Leading VLA and robot foundation models
| Model | From | Notes |
|---|---|---|
| Isaac GR00T | NVIDIA | Generalist humanoid foundation model, trained with Isaac Sim |
| Cosmos Reason | NVIDIA | Reasoning vision-language model for physical AI, runs on edge |
| RT-2 | Google DeepMind | Early influential vision-language-action model |
| Rho-alpha | Microsoft | VLA+ model adding tactile sensing (announced Jan 2026) |
What hardware VLA models need
Running a VLA model on a robot needs more on-device compute and memory than classic perception. That is the main reason demand shifted toward NVIDIA Jetson AGX Thor (Blackwell GPU, 128 GB) and IGX Thor for safety-critical builds, with AGX Orin still viable for smaller models. See edge AI inference, a Jetson Orin vs Thor comparison, and robotics & physical-AI hardware.
How VLA models are trained
VLA models learn from demonstrations and trials. The data comes from teleoperation (a human driving the robot), simulation and synthetic data, and limited real-world fine-tuning — see teleoperation and synthetic data and sim-to-real training.

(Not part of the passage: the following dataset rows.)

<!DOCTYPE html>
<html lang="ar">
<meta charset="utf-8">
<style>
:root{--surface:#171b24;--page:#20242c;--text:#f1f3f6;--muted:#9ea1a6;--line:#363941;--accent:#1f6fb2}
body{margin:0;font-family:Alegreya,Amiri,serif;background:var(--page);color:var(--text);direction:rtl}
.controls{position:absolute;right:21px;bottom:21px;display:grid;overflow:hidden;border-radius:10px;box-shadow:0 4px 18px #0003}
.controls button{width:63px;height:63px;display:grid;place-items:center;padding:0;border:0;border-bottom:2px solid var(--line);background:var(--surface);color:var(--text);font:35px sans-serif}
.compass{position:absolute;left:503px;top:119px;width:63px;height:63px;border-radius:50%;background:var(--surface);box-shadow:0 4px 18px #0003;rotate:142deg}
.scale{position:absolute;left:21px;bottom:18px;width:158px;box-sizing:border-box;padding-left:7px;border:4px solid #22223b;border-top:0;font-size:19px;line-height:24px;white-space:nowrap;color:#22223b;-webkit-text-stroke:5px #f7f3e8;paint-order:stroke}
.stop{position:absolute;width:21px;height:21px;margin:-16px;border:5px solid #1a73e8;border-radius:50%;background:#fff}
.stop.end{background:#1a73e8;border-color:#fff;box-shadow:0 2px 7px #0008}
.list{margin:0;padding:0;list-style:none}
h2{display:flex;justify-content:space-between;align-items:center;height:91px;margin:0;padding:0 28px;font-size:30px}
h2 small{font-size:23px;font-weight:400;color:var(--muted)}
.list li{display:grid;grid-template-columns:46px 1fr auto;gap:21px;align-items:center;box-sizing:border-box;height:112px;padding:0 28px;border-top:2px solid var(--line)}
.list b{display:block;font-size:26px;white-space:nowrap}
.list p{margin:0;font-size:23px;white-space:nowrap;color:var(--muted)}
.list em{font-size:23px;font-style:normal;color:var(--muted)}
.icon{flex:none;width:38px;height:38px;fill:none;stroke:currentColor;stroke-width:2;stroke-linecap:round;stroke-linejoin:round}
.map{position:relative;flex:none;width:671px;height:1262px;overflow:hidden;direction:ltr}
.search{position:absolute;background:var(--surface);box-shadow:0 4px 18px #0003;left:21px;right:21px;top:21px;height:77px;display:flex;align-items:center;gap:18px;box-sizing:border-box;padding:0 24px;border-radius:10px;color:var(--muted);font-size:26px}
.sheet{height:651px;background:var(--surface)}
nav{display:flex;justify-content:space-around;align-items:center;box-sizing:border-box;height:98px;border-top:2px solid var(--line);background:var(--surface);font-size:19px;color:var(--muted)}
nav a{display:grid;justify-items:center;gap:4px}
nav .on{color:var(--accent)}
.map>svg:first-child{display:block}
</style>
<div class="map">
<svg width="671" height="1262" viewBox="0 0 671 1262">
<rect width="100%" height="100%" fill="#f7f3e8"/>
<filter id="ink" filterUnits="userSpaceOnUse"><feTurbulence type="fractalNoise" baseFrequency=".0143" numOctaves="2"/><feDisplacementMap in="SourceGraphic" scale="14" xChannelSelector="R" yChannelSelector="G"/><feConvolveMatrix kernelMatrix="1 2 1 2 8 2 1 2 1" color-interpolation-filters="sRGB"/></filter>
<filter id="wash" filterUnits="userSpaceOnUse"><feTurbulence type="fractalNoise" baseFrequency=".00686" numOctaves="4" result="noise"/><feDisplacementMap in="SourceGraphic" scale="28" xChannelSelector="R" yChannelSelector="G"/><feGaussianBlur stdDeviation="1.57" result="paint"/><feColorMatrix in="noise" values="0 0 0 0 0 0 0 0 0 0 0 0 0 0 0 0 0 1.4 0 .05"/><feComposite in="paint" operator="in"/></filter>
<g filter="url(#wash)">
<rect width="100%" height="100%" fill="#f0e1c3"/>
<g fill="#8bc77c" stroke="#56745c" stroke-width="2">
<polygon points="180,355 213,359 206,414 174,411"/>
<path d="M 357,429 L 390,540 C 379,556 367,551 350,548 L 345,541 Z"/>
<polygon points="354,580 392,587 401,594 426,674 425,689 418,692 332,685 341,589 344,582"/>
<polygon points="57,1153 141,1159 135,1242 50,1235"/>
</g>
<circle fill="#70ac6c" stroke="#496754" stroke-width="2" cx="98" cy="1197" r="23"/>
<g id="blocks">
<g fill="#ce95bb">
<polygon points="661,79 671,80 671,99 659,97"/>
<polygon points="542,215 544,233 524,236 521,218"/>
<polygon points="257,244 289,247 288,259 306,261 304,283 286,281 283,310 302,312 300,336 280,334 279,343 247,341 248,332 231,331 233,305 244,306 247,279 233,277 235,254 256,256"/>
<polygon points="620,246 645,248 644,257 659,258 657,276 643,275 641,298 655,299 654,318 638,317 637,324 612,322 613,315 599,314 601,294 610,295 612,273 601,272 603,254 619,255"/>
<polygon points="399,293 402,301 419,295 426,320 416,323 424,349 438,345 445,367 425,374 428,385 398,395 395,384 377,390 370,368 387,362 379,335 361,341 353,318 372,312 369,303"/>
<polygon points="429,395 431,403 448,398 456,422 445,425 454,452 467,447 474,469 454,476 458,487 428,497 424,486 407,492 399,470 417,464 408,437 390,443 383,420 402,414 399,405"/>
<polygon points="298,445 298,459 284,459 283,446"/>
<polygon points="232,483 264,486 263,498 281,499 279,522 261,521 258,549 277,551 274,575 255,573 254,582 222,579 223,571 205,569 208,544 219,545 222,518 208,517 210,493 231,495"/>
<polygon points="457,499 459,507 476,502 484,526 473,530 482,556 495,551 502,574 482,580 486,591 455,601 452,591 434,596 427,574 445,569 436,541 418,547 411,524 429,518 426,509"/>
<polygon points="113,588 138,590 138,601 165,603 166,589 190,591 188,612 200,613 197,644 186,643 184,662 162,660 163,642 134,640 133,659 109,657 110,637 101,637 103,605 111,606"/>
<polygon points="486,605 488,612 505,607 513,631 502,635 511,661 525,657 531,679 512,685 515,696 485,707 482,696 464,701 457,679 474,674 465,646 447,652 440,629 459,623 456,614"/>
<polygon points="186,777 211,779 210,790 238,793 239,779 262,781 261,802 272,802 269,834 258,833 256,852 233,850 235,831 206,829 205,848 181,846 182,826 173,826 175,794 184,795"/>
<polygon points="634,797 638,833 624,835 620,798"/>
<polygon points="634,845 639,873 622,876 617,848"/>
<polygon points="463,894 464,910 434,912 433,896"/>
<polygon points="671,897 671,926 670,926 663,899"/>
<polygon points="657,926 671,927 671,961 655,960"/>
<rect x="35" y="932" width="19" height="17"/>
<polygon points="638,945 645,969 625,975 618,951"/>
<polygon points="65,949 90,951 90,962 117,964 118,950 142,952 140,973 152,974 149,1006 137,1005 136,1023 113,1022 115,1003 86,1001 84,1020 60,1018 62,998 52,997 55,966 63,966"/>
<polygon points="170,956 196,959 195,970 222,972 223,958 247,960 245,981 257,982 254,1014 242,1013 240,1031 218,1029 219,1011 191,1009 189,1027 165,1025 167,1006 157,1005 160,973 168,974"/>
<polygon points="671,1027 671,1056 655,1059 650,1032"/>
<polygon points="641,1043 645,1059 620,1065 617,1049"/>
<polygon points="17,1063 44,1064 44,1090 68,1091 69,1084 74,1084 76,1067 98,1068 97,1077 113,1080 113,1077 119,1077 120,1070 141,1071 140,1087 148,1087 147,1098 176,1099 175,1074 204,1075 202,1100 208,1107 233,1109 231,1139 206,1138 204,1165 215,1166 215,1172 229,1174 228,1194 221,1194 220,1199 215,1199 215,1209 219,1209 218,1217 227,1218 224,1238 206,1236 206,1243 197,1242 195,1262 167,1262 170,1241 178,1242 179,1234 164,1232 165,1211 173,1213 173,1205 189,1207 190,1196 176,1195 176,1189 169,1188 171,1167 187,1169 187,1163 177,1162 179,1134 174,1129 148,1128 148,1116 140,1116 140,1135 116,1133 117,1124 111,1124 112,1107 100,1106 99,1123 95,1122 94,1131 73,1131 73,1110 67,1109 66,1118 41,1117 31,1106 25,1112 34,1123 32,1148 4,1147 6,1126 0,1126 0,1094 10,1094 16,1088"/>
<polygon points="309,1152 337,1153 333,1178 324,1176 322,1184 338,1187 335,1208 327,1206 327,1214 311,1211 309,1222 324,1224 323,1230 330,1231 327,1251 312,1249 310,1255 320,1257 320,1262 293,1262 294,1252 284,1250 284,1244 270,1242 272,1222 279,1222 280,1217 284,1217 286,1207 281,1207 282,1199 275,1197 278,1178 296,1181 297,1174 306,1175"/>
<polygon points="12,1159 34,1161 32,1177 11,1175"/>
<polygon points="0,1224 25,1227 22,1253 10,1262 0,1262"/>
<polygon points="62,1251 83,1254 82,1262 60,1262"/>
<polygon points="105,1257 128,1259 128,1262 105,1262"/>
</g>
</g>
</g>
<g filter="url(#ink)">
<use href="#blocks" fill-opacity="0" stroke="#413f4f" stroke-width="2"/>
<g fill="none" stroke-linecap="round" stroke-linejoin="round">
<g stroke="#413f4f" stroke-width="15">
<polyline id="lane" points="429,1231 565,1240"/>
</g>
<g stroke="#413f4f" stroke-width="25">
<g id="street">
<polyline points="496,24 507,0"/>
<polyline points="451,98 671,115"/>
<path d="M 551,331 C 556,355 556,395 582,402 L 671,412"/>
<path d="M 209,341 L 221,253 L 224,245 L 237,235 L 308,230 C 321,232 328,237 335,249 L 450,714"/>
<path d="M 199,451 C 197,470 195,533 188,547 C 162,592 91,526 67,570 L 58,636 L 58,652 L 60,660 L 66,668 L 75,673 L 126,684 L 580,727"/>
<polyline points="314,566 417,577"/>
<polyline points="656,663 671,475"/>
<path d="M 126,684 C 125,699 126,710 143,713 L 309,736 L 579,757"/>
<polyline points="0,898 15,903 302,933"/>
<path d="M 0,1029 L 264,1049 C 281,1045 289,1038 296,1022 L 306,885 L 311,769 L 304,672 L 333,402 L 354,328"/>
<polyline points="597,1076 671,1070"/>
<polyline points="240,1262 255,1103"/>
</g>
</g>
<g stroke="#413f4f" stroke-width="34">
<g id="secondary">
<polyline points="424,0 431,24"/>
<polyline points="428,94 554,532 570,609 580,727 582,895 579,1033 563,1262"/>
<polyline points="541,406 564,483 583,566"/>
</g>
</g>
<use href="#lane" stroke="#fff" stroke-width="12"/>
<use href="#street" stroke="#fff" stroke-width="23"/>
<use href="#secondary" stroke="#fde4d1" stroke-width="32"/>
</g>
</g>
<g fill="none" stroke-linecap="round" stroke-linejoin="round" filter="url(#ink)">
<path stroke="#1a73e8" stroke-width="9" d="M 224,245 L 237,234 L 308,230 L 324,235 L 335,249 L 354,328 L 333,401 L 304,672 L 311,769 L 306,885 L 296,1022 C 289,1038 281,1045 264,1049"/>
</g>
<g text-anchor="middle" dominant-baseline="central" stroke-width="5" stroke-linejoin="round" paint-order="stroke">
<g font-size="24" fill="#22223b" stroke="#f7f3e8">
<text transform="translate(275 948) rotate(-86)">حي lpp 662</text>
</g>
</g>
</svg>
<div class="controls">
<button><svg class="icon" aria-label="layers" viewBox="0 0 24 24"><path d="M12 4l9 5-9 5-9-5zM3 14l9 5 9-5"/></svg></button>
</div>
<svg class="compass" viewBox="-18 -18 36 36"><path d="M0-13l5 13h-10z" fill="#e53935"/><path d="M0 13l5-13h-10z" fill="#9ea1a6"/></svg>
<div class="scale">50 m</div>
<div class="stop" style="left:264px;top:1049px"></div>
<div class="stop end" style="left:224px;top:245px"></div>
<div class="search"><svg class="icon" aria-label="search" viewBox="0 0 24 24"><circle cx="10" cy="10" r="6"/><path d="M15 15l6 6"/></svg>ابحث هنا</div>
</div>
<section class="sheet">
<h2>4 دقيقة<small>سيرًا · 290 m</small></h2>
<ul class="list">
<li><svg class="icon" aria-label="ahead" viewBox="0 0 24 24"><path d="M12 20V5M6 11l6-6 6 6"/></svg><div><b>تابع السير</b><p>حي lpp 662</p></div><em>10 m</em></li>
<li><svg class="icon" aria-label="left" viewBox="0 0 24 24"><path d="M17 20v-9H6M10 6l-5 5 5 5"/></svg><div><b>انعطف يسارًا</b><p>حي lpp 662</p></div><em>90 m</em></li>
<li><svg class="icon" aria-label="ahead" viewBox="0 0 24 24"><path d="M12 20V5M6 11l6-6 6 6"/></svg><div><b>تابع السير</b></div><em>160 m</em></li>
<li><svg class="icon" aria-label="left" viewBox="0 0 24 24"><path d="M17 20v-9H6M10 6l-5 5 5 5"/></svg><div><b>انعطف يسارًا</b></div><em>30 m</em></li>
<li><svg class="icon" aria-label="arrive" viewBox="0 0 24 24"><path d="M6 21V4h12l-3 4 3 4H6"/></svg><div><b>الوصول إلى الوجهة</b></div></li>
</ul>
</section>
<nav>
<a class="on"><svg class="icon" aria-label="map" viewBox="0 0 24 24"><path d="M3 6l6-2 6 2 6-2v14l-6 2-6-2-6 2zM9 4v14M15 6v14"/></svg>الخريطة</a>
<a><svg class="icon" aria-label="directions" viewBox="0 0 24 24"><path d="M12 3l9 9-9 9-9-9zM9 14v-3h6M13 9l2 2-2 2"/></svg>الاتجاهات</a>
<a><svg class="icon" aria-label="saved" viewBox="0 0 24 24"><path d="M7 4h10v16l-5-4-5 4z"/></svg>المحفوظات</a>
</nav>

Haink builds and deploys these models on supplied hardware as part of Physical AI solutions.
Frequently asked questions
What is a VLA model?
A vision-language-action (VLA) model is an AI model that takes in vision (what a robot sees) and a natural-language instruction, and outputs actions such as motor or controller commands. It maps perception plus a command directly to motion.
How is a VLA model different from an LLM?
An LLM outputs text; a VLA model adds vision as input and physical actions as output, grounded in a robot body, and must run within a real-time control budget.
What are examples of VLA models?
Examples include NVIDIA Isaac GR00T and Cosmos Reason, Google DeepMind RT-2, and Microsoft Rho-alpha, which adds tactile sensing.
What hardware runs VLA models?
VLA models need substantial on-device compute, so they commonly run on NVIDIA Jetson AGX Thor or IGX Thor, with AGX Orin viable for smaller models.
How are VLA models trained?
Through teleoperation data, simulation and synthetic data, and limited real-world fine-tuning, then optimization to run on the target edge platform.